A mí no me interesan lo más mínimo las habladurías, pero sé fingir interés cuando me conviene. Entretanto, observaba atentamente a Caudicus en busca de alguna señal reveladora. Un susurro de nerviosismo, una gota de sudor, una breve vacilación. Pero no percibí nada, ni la menor indicación de que estuviera preparando un veneno para el maer. Se encontraba perfectamente cómodo y relajado.
¿Y si estaba envenenando al maer sin saberlo? Imposible. Cualquier arcanista digno de su florín sabía suficiente química para…
Entonces caí. Quizá Caudicus no fuera arcanista. Quizá fuera simplemente un hombre con una túnica negra que no sabía distinguir un caimán de un cocodrilo. Quizá solo fuera un farsante avispado que estaba envenenando al maer por pura ignorancia.
Quizá eso que había en su destilería sí era licor de melocotón.
Caudicus tapó el frasco de líquido ambarino con el tapón de corcho y me lo entregó.
– Aquí tienes -dijo-. Llévaselo enseguida. Conviene que se lo tome cuando todavía está caliente.
La temperatura de un medicamento no tiene ninguna importancia. Eso lo sabe cualquier fisiólogo.
Cogí el frasco y apunté a Caudicus en el pecho como si acabara de fijarme en algo.
– ¿Qué es eso? ¿Un amuleto?
Al principio, Caudicus se mostró confuso, pero entonces sacó el cordón de cuero de debajo de la túnica.
– Algo así -dijo esbozando una sonrisa tolerante. A simple vista, el trozo de plomo que llevaba colgado del cuello parecía un florín del Arcano.
– ¿Lo protege de los espíritus? -pregunté en voz baja.
– Sí, claro -respondió Caudicus con ligereza-. De toda clase de espíritus.
Tragué saliva, nervioso.
– ¿Me deja tocarlo?
Se encogió de hombros y se inclinó hacia delante, acercándome el colgante.
Lo cogí tímidamente entre el pulgar y el índice, y rápidamente di un paso hacia atrás.
– ¡Me ha mordido! -exclamé modulando la voz entre la indignación y la ansiedad mientras me retorcía la mano.
Vi que Caudicus reprimía una sonrisa.
– Ah, sí. Creo que tengo que darle de comer. -Se lo guardó entre los pliegues de la túnica-. Vete ya. -Hizo un ademán señalando la puerta.

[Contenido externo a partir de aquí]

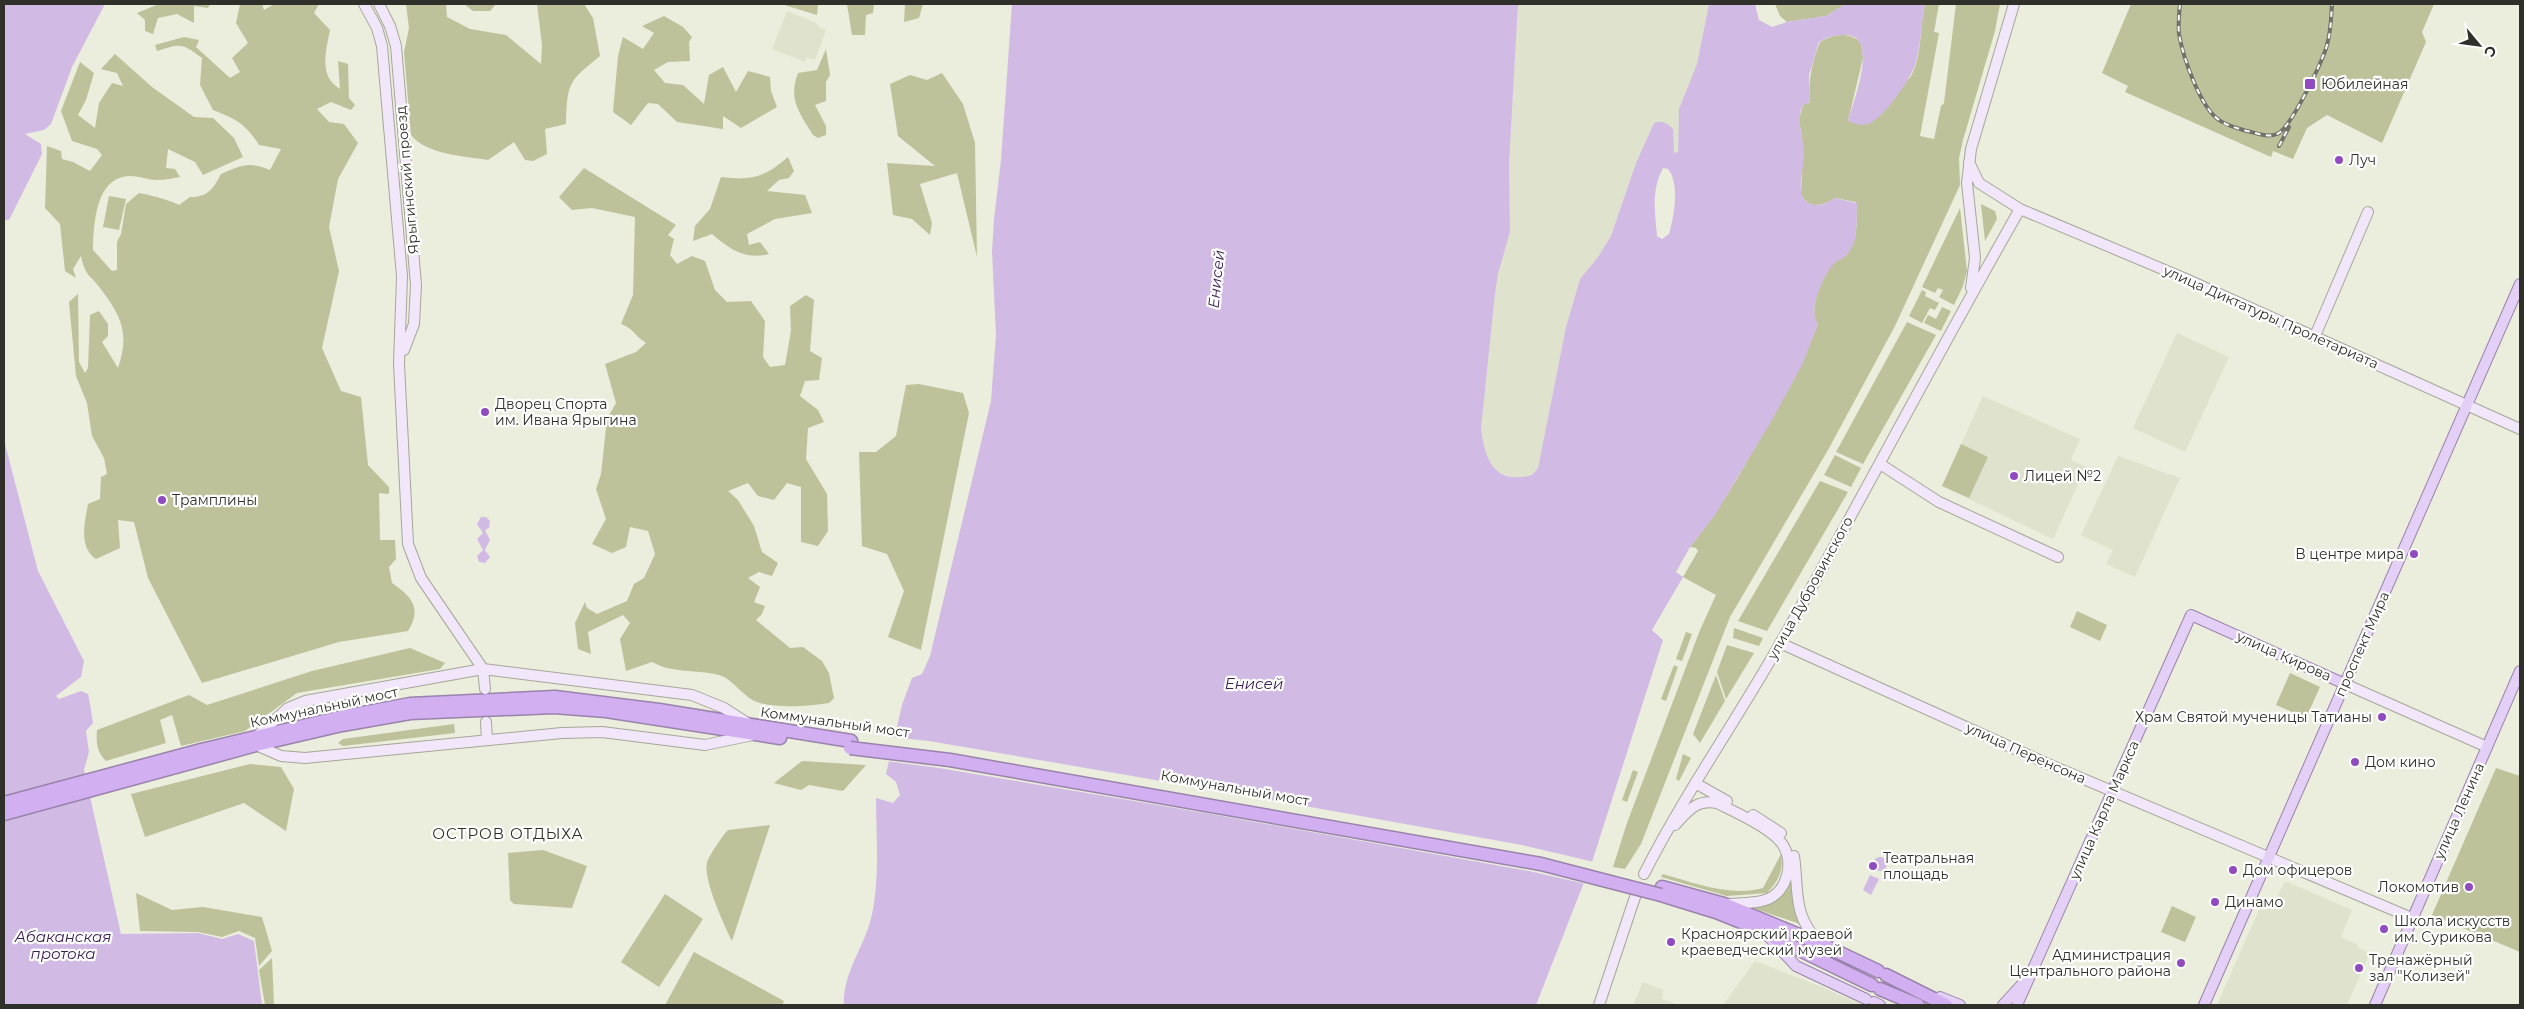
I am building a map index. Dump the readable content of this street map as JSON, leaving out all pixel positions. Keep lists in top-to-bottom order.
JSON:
{
  "streets": {
    "highway": ["Коммунальный мост"],
    "main road": [
      "Ярыгинский проезд",
      "улица Диктатуры Пролетариата",
      "улица Дубровинского",
      "проспект Мира",
      "улица Кирова",
      "улица Перенсона",
      "улица Карла Маркса",
      "улица Ленина"
    ]
  },
  "crossings": [
    ["улица Диктатуры Пролетариата", "улица Дубровинского"],
    ["улица Диктатуры Пролетариата", "проспект Мира"],
    ["улица Дубровинского", "улица Перенсона"],
    ["проспект Мира", "улица Кирова"],
    ["проспект Мира", "улица Перенсона"],
    ["улица Кирова", "улица Карла Маркса"],
    ["улица Кирова", "улица Ленина"],
    ["улица Перенсона", "улица Карла Маркса"],
    ["улица Перенсона", "улица Ленина"]
  ],
  "districts": ["ОСТРОВ ОТДЫХА"],
  "water": ["Енисей", "Абаканская протока"],
  "places": {
    "transit": ["Юбилейная"],
    "other": [
      "Луч",
      "Дворец Спорта им. Ивана Ярыгина",
      "Лицей №2",
      "Трамплины",
      "В центре мира",
      "Храм Святой мученицы Татианы",
      "Дом кино",
      "Театральная площадь",
      "Дом офицеров",
      "Локомотив",
      "Динамо",
      "Школа искусств им. Сурикова",
      "Красноярский краевой краеведческий музей",
      "Администрация Центрального района",
      "Тренажёрный зал \"Колизей\""
    ]
  },
  "north": "bottom right"
}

Volví a los aposentos del maer, y por el camino me masajeé los dedos entumecidos tratando de devolverles la sensibilidad. Era un florín del Arcano, auténtico. Caudicus era un verdadero arcanista. Sabía exactamente qué estaba haciendo.
En los aposentos del maer, mantuve con él cinco minutos de charla insustancial, dolorosamente formal, mientras rellenaba los bebederos de los zunzunes con la medicina, todavía caliente. Los pájaros gorjeaban y trinaban alegremente exhibiendo una energía que me desconcertaba.

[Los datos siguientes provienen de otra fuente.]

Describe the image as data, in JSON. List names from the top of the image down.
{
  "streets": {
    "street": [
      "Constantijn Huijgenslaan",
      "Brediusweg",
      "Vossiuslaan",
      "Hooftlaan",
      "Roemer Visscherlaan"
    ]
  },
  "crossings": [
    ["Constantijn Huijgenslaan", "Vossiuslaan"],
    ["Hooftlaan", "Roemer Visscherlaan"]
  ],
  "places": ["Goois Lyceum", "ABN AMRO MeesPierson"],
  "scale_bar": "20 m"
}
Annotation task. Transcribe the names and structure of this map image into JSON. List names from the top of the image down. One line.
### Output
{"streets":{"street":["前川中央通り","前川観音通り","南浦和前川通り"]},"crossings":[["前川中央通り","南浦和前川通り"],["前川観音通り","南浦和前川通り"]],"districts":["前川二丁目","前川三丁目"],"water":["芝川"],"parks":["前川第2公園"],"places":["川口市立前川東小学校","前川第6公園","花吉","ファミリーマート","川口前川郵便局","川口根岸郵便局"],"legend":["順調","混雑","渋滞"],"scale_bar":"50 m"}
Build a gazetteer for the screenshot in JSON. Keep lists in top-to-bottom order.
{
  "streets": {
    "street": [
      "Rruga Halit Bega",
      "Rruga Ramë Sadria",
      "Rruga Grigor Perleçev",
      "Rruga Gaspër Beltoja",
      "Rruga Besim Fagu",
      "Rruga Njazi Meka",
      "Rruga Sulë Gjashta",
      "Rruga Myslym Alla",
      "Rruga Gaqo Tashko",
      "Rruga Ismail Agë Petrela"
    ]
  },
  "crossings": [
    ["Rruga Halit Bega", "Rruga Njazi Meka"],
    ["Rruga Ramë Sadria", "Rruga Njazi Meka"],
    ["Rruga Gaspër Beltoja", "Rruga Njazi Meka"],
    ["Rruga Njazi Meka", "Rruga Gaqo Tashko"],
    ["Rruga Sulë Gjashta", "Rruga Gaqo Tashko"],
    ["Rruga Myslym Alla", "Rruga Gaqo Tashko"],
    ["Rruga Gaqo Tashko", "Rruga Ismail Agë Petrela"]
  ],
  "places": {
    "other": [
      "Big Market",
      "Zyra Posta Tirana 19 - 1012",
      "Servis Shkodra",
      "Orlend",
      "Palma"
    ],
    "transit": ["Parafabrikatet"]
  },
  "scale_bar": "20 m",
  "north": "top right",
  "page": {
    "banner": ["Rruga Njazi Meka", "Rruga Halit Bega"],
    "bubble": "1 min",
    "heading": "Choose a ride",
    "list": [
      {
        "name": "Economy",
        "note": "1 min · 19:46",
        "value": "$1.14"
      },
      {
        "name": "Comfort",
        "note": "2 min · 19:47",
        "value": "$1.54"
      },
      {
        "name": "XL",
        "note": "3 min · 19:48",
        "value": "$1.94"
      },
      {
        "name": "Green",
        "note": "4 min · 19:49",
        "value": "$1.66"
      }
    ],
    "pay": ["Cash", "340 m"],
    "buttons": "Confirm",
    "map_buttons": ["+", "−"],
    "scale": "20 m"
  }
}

El maer se bebió una taza de infusión mientras charlábamos, mirándome en silencio desde la cama. Cuando hube terminado con los pájaros, me despedí y salí del dormitorio tan aprisa como me lo permitía el decoro.
Pese a que nuestra conversación no había versado sobre nada más serio que el tiempo, yo había podido leer el mensaje subyacente de Alveron como si me lo hubiera escrito en una hoja para que lo leyese. Él controlaba la situación. Estaba dejando varias opciones abiertas. No confiaba en mí.